The idea that the sages of Israel orchestrated this renaissance of the Jewish people, was another piece of symbolism. The reality, known to rabbis and laymen alike, that the movement was largely organized and led by activist laymen, was veiled behind the deference and ritualized humility of the laymen. Thus, the provisional committee which drafted the invitation, for example, explicitly states that they have not acted in their own name, but only as agents of the true representatives of Torah and therefore the leaders of klal Israel.

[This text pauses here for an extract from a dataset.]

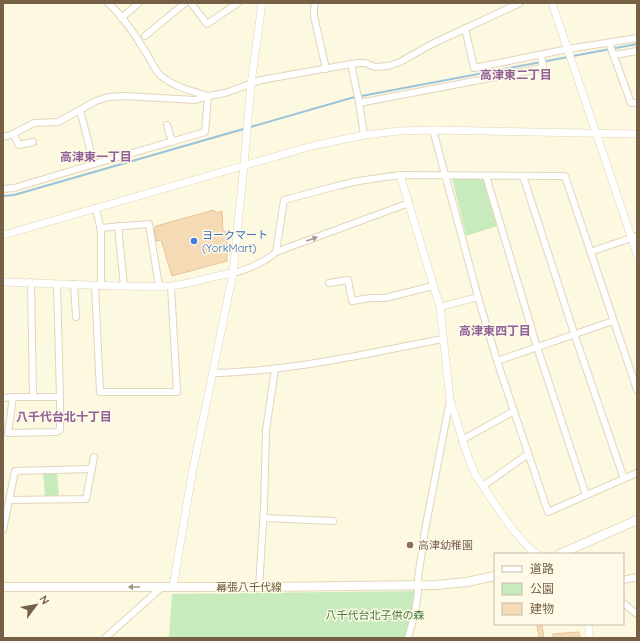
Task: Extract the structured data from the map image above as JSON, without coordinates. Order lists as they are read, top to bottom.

The issue of the relationship of rabbis to laymen became an underlying problem in the early phase of the movement. On the one hand, the laymen needed the rabbinate for symbolic purposes... On the other hand, the rabbinate clearly got its directions from the laity... The "political" orientation of the laymen deferred to the administrative orientation of the rabbis. Yet such deference could not be complete when crucial constitutional matters were at stake.

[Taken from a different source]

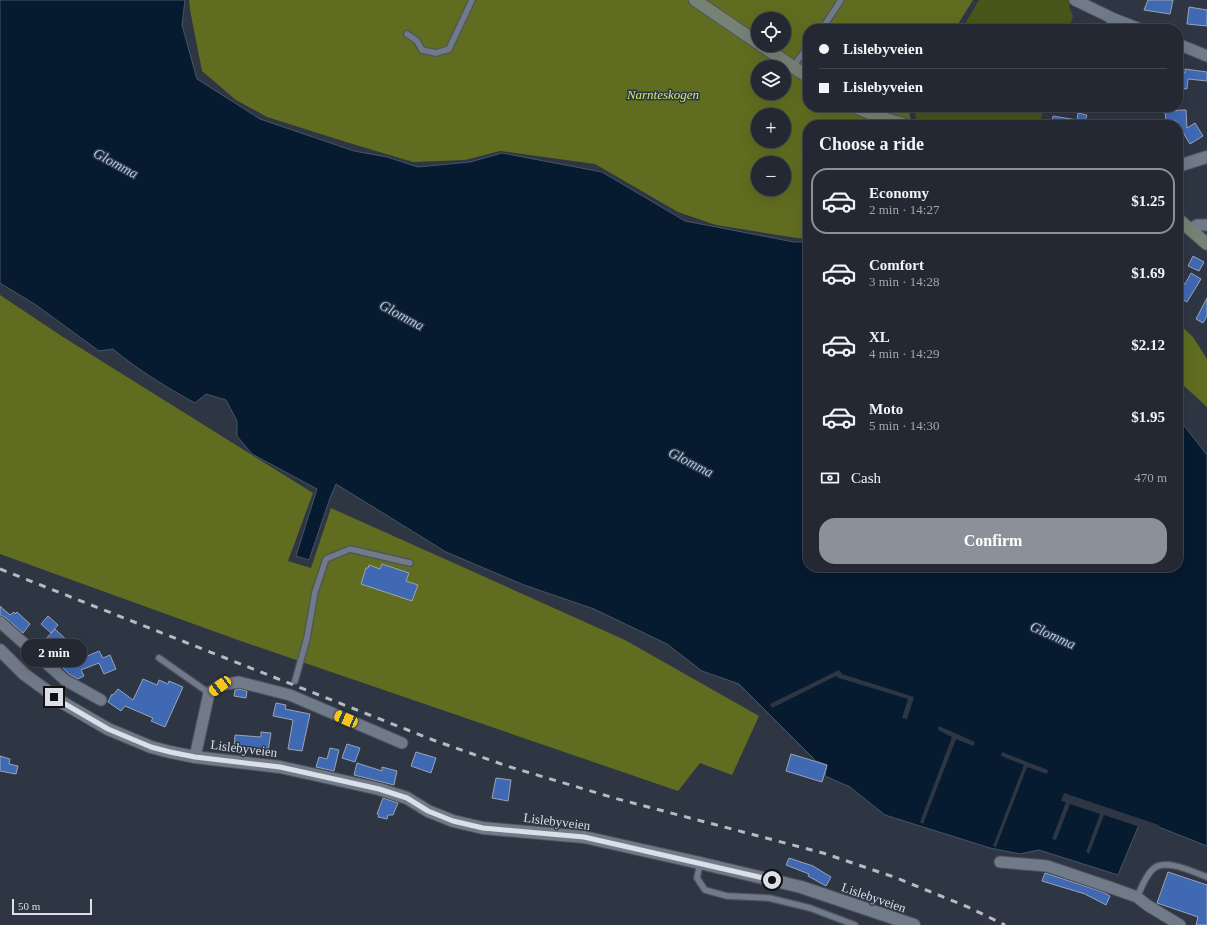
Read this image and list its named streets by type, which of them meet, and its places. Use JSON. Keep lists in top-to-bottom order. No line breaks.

Such a constitutional crisis arose at the very moment of Agudah's birth in Kattowitz... Rosenheim (the lay leader - N.S.) was involved in a daunting conflict with Rabbi Breuer over the so-called "Hungarian demand" that only Jews belonging to separatists congregations could have standing in the movement... Who has the right to decide on the criteria? The problem touched upon the issue of the respective spheres of rabbinic versus lay competence... The solution, so typical of Jewish political life, was a consensual compromise based on each side getting less than it hoped for but more than it would have achieved had the other side prevailed.
From Isaac Breuer, Darki (Jerusalem: Mossad Yitzhak Breuer, 1988), p. 170 (reference from Prof. Lawrence Kaplan):
[From its inception through to the Second World War, the Council of Torah Sages was a council] which never enjoyed any real existence.

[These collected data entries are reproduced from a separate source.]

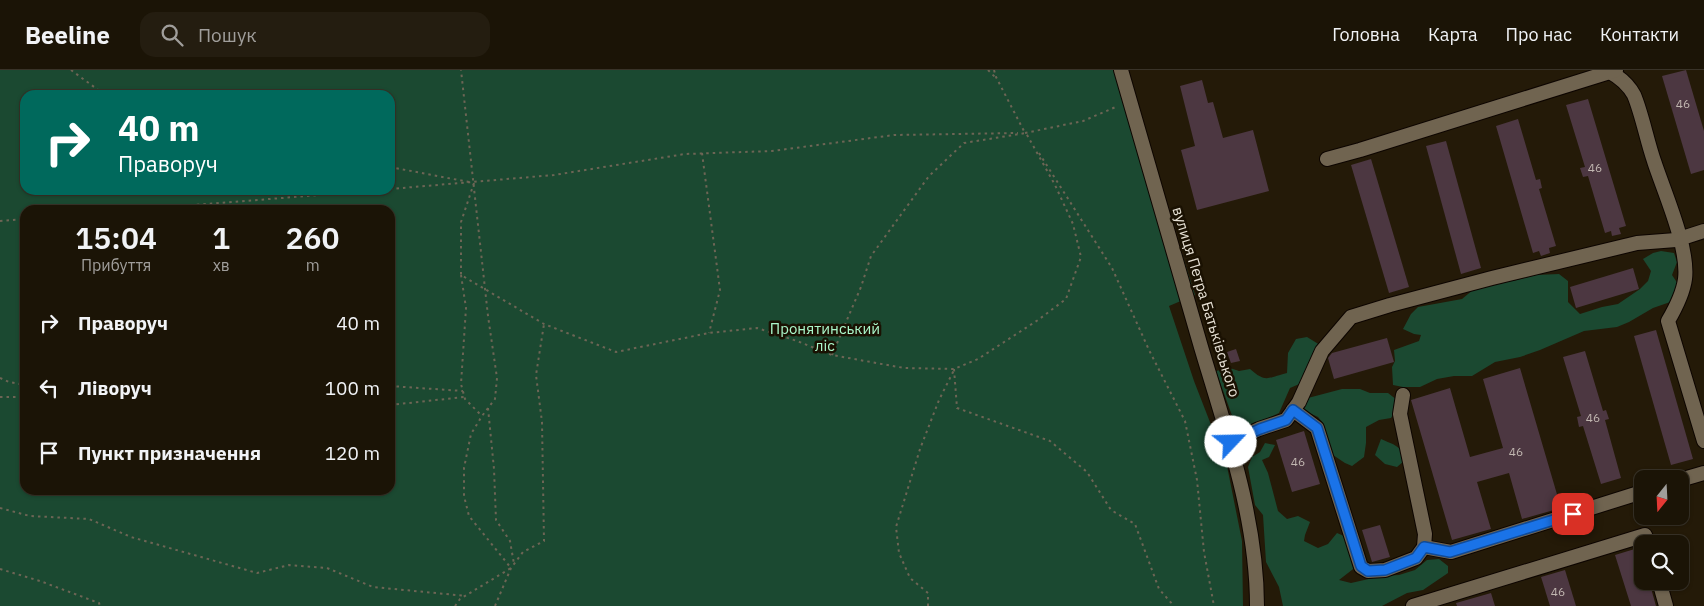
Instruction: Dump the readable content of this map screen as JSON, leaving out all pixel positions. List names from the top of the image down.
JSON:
{
  "streets": {
    "street": ["вулиця Петра Батьківського"]
  },
  "parks": ["Пронятинський ліс"],
  "house_numbers": [
    "46",
    "46",
    "46",
    "46",
    "46",
    "46"
  ],
  "north": "bottom",
  "page": {
    "header": "Beeline",
    "search": "Пошук",
    "nav": [
      "Головна",
      "Карта",
      "Про нас",
      "Контакти"
    ],
    "turn": ["40 m", "Праворуч"],
    "eta": [
      "15:04",
      "Прибуття",
      "1",
      "хв",
      "260",
      "m"
    ],
    "list": [
      {
        "name": "Праворуч",
        "value": "40 m"
      },
      {
        "name": "Ліворуч",
        "value": "100 m"
      },
      {
        "name": "Пункт призначення",
        "value": "120 m"
      }
    ]
  }
}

From Gershon Bacon, The Politics of Tradition: Agudat Israel in Poland, 1916-1939:
...There were two notable failures of organization which cast doubt on the ideological pretensions of the Aguda and exposed some severe political weaknesses. These were the failure to maintain a functioning rabbinical supervisory council, and the minimal political success of the Aguda outside the boundaries of former Congress Poland...
The Council of Torah Sages first met only on January 30, 1922, although Agudah ideology had stressed from the outset that the rabbis were supposed to be the final arbiters in all party affairs. Even at this first meeting, the full planned contingent of rabbis and rebbes was not present. At that meeting, however, the rabbis did perform their advisory function... After this auspicious beginning, the council appears not have functioned on any regular basis. Instead, it emerged at infrequent intervals with some kind of proclamation or decision, usually in connection with upcoming elections or party conventions. The rabbinic stamp of approval given to the policies and candidates of the Aguda enabled the party to present itself to the public as the upholder of tradition.
In a footnote:
Retrospective accounts of the Aguda movement stress the rabbinic element practically to the exclusion of all other factors. See e.g. J. Friedenson, "A Concise History of Agudath Israel," in Yaakov Rosenheim Memorial Anthology (New York: Orthodox LIbrary 1968) pp. 1-37.